The natural generalization of this is to use the UNIX threading instruction to produce parallel threads rather than parallel processes. In this case, the processes can share memory with each other, but one has to be careful, because exponentially many processes will be using exponentially much memory, so they can't search all of it. With less risk of mistake, you can allow the processes to send fixed length messages to another process, whose process label they already know. This is equivalent to allowing any pair to share memory, since syncing all the memory you used until time t only takes time polynomial in t.
Observation: A probabilistic version of this machine can simulate any quantum process.
Given a finite size exponentiated-Hamiltonian U matrix on N states, you want to compute the quantum evolution to time T, then reduce the state according to a measurement, then compute the quantum evolution again. To do this, you fork a machine to simulate each path in the path integral, and keep track of it's U-matrix weight. You keep track of the final state of each forked process.
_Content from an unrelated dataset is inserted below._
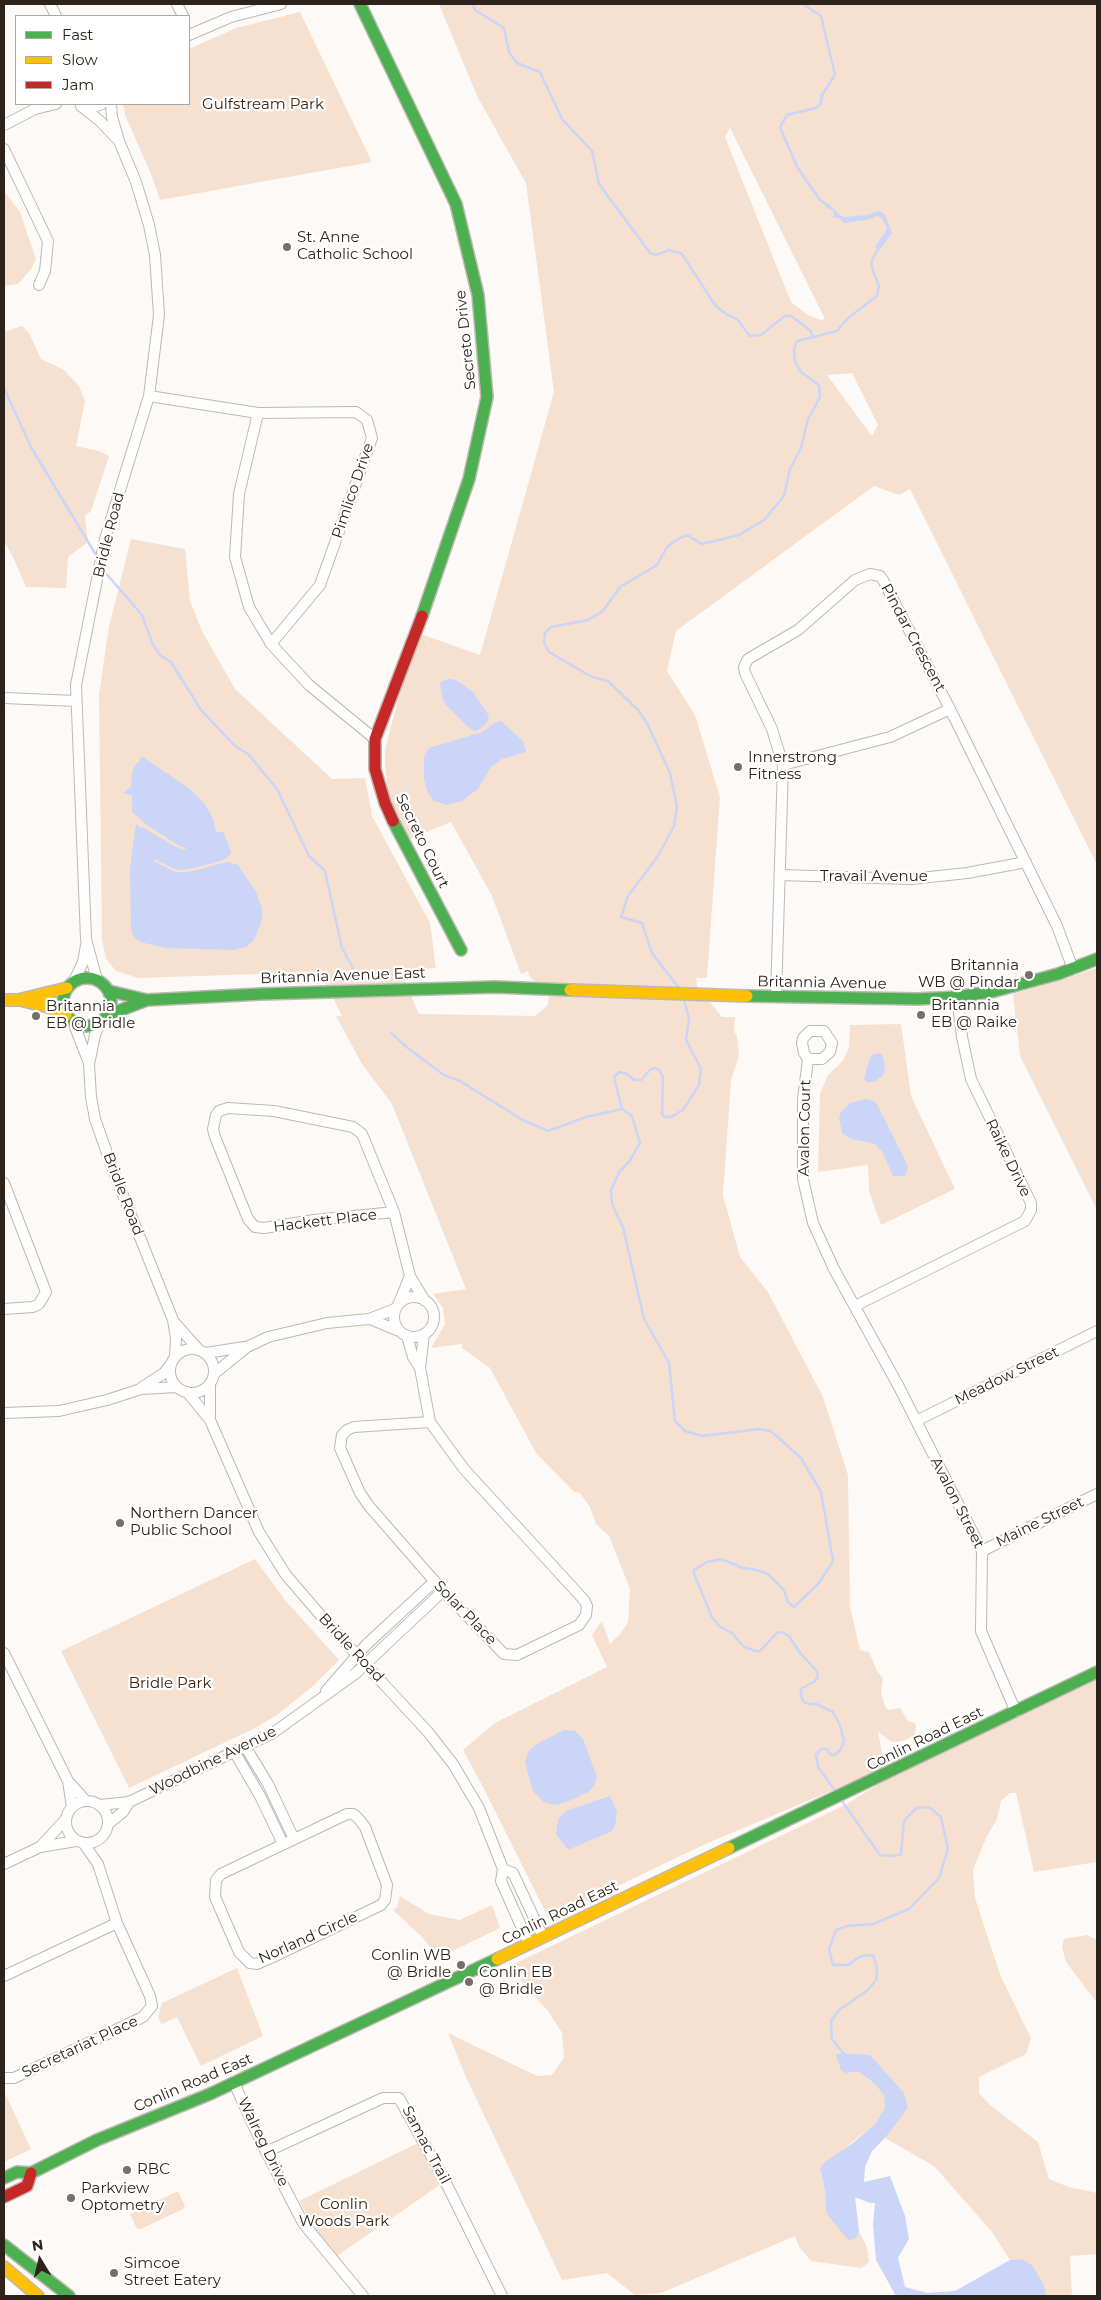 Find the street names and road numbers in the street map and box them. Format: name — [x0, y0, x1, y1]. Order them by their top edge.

Then you congeal the processes by sending a message to the nearest processor with the same final state, and adding your amplitudes, shutting down the processor with the smaller number. This congeals your state to half the states. Then you congeal again, and in log(T) steps, you know the amplitude for every state. This also allows you to rotate by a Unitary you can construct before making a measurement.
Then you square this amplitude for each state, and you pick another process with a square amplitude, and pick one of the two at random according to the square amplitude. Again, after log steps, you have picked one of the processes according to the square amplitude.
This means that BQP is inside SHM-P. SHM-P includes NP so it is not reasonable that it is BQP. It shouldn't be P-space, since you are still limited to polynomial time computation on any of the threads.